The master's of social work degree is the most critical to a career in the industry, Magleby said. Although there are some jobs in the field for graduates with bachelor's degrees, he said a degree in a similar social science, like sociology or psychology, would serve students nearly as well.

Some BYU students don't agree.

"BYU's motto is to 'Go Forth and Serve,' and that's exactly what social workers do," said Cole Hooley, president of the Bachelor's of Social Work Student Association. "There's something that's different about social work (than the other social sciences). It sounds a little crazy, but we still think we can change the world."

Hooley heads up a group of students who have banded together to fight the school's decision — something that, with the private university's speech restrictions, hasn't turned out to be easy.

The group, which students have dubbed Voices for the BYU Social Work Program, was denied permission to demonstrate on campus.

Students' overtures to meet personally with the university's president were also turned down, Hooley said. Voices for the BYU Social Work Program gathered about 150 letters to present to the president.

"The thing that's hurt the most in this whole ordeal is that nobody consulted the students about this decision," Hooley said. "Now it seems like the avenues we're supposed to access to let our voices be heard have been silenced, too."

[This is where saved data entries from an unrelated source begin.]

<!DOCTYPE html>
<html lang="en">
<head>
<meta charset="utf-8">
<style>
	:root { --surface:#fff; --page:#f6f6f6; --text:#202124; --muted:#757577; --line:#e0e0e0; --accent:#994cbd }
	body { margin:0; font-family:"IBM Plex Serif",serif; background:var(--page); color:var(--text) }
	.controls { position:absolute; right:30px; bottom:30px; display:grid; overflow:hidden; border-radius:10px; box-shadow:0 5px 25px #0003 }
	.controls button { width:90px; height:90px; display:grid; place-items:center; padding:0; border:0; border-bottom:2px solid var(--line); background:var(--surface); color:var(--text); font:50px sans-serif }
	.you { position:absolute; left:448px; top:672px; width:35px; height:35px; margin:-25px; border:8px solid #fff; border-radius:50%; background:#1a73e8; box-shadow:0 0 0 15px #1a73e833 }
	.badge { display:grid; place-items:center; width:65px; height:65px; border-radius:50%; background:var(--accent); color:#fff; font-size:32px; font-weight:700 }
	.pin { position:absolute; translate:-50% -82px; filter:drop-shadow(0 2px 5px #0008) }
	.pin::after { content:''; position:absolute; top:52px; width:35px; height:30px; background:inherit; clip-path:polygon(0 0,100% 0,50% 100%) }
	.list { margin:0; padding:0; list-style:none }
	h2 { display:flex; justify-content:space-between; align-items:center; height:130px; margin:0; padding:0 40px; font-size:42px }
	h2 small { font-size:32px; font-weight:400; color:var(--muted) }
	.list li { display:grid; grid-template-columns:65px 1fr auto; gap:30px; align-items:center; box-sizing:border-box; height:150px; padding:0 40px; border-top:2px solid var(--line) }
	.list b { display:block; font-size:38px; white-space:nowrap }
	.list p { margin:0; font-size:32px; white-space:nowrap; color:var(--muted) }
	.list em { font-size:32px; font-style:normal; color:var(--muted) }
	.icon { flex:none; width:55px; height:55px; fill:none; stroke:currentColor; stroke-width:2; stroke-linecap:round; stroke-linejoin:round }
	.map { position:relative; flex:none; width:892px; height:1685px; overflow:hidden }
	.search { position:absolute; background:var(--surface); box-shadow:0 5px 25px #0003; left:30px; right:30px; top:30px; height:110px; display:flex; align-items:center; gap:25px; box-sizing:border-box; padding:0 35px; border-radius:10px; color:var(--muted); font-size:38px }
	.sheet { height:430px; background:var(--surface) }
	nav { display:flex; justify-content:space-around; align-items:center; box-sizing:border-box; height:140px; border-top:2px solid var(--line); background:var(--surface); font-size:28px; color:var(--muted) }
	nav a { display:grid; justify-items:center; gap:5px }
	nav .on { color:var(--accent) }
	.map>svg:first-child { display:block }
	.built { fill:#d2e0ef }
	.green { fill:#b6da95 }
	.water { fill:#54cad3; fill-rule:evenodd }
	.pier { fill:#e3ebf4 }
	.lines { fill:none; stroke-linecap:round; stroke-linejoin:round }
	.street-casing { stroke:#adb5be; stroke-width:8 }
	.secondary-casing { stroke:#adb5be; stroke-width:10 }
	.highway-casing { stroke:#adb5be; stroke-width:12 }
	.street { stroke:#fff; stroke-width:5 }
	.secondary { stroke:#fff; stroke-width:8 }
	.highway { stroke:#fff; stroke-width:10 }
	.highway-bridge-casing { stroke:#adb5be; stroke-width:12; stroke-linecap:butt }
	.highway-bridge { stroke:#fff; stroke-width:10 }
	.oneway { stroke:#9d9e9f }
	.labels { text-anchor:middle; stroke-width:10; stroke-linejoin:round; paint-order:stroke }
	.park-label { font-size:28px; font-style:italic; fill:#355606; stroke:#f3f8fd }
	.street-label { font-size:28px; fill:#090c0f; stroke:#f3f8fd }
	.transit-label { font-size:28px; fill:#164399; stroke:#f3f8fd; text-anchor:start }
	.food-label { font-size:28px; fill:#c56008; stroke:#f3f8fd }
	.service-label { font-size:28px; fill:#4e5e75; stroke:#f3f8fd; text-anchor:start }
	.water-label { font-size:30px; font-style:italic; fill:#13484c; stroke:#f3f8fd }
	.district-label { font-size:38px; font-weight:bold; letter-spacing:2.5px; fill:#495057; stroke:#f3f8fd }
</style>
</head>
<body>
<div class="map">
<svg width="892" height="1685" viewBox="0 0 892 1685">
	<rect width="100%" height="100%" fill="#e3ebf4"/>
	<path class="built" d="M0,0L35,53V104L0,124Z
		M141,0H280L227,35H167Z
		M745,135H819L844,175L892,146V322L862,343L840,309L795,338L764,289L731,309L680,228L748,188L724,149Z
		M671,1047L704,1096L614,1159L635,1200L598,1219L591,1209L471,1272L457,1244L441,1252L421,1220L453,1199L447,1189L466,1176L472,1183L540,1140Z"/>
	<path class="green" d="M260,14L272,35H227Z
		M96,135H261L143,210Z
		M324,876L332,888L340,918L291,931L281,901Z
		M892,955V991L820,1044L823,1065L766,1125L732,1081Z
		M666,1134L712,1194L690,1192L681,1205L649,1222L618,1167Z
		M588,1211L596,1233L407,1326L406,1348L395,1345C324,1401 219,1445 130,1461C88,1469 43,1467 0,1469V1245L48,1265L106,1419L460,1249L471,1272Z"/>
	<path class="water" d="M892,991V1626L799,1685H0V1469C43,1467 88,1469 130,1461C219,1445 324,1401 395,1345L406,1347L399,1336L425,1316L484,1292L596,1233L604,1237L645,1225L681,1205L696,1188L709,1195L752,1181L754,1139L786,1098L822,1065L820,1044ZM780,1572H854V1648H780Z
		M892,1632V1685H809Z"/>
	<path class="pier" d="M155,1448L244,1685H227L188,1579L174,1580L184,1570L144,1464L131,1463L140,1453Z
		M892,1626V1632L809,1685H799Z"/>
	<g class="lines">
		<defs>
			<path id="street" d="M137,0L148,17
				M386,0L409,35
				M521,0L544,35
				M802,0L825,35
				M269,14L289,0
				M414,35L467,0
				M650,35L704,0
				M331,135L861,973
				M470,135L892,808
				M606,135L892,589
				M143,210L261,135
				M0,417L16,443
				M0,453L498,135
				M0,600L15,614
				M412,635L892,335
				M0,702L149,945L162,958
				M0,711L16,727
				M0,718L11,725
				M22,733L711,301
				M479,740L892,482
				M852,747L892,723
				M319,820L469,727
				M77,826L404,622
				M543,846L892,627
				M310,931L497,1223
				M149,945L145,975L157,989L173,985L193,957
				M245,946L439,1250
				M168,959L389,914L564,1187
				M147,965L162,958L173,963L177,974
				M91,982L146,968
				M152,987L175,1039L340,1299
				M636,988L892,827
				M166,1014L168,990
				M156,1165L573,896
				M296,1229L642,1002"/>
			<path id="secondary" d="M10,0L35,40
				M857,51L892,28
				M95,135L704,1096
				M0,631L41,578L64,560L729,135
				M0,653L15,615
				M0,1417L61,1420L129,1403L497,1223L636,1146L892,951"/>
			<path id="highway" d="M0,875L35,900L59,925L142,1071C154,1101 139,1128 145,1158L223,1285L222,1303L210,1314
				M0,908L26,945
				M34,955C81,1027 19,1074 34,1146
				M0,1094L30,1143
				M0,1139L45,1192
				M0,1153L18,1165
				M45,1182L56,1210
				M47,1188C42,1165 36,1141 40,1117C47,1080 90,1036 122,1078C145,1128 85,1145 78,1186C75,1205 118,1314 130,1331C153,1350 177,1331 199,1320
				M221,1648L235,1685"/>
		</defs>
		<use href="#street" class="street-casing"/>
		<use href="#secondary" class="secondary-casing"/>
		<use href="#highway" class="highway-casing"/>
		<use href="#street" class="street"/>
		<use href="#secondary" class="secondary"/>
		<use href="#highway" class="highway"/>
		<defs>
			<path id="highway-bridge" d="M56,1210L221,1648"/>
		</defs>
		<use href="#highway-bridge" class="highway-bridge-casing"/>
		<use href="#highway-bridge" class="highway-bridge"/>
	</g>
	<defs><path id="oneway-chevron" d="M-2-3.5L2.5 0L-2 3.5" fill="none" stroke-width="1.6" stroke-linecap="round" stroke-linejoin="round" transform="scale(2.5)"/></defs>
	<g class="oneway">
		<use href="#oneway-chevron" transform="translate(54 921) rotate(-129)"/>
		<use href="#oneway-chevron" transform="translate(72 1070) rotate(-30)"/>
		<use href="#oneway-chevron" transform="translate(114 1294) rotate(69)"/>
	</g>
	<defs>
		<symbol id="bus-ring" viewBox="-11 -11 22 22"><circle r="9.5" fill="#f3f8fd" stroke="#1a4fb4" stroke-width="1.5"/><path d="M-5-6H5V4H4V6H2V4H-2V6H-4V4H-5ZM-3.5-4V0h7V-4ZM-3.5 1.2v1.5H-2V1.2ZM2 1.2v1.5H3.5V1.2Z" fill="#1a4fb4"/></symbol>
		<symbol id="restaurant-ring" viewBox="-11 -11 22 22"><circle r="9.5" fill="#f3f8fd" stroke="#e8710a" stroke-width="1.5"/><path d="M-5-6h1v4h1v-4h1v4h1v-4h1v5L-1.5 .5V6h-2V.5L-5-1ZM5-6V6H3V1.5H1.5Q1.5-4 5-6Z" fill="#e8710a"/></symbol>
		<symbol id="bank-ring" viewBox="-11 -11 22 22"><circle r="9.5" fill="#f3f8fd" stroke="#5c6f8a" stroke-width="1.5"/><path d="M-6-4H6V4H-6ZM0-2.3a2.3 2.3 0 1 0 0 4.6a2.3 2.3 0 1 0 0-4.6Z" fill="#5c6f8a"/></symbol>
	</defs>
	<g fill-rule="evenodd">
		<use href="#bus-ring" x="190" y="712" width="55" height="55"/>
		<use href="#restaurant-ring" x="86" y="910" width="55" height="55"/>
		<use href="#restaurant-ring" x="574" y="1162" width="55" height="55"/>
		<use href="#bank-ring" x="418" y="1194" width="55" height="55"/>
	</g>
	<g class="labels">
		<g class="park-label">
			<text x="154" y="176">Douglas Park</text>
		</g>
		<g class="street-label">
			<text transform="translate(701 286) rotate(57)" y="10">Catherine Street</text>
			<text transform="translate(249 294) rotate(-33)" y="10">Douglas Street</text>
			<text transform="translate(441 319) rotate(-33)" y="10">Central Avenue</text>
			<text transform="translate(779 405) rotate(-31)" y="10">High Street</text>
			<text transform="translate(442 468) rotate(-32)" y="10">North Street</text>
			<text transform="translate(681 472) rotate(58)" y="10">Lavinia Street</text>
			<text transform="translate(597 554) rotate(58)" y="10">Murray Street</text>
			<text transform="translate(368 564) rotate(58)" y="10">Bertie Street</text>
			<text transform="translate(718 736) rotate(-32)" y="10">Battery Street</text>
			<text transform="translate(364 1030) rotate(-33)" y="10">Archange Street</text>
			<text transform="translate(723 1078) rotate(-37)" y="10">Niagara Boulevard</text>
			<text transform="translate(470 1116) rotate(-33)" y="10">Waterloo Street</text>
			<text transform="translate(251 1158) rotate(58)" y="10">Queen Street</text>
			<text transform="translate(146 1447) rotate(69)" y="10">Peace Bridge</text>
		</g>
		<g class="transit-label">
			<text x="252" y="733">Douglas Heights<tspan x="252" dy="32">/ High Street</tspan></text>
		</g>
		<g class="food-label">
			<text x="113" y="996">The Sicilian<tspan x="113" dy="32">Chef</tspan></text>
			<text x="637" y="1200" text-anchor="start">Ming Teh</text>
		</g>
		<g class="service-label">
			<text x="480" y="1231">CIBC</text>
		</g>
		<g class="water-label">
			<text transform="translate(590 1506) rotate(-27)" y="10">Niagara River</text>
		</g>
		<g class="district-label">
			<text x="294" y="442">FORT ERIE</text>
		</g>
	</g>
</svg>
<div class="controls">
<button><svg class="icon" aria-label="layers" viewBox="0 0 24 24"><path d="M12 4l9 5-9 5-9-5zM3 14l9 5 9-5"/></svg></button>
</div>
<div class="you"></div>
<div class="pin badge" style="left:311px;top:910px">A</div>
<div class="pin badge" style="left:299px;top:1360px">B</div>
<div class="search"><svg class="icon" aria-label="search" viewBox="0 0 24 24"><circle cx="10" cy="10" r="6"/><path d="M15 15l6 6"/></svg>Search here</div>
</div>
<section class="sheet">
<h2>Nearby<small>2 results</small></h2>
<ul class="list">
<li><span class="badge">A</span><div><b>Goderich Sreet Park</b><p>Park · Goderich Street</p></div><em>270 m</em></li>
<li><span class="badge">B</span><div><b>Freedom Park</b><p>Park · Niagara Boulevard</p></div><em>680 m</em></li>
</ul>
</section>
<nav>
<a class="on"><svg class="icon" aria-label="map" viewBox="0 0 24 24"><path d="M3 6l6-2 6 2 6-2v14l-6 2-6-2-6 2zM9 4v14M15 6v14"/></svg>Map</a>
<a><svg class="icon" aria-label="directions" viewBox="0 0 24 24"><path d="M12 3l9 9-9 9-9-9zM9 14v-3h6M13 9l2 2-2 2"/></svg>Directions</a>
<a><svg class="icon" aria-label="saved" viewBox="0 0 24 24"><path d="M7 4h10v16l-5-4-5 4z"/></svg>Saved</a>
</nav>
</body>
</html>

University spokeswoman Carri Jenkins said administration denied the students permission to protest on campus because they did not have a faculty adviser. Magleby was also scheduled to field students' questions the same day of the proposed protest, she said, so "it seemed premature."

The formal question-and-answer session with the dean on Nov. 8 did not settle student's concerns, however.

"I think most students came away more frustrated and angry than before," said Sheri Rowley, a second-year master's of social work student who attended the meeting. "We feel like our questions were avoided and they are not listening to what we have to say."

The meeting left students with little hope that the university will reinstate the program, but Rowley said students are not giving up. Voices for the BYU Social Work Program is organizing an off-campus protest to raise awareness about how social workers contribute to the community.

Students hope to persuade the administration to push the deadline for applications back to allow current pre-social work majors to complete their course work at BYU, Rowley said. They also hope to change university policy to allow for more student input if a similar situation arises in the future.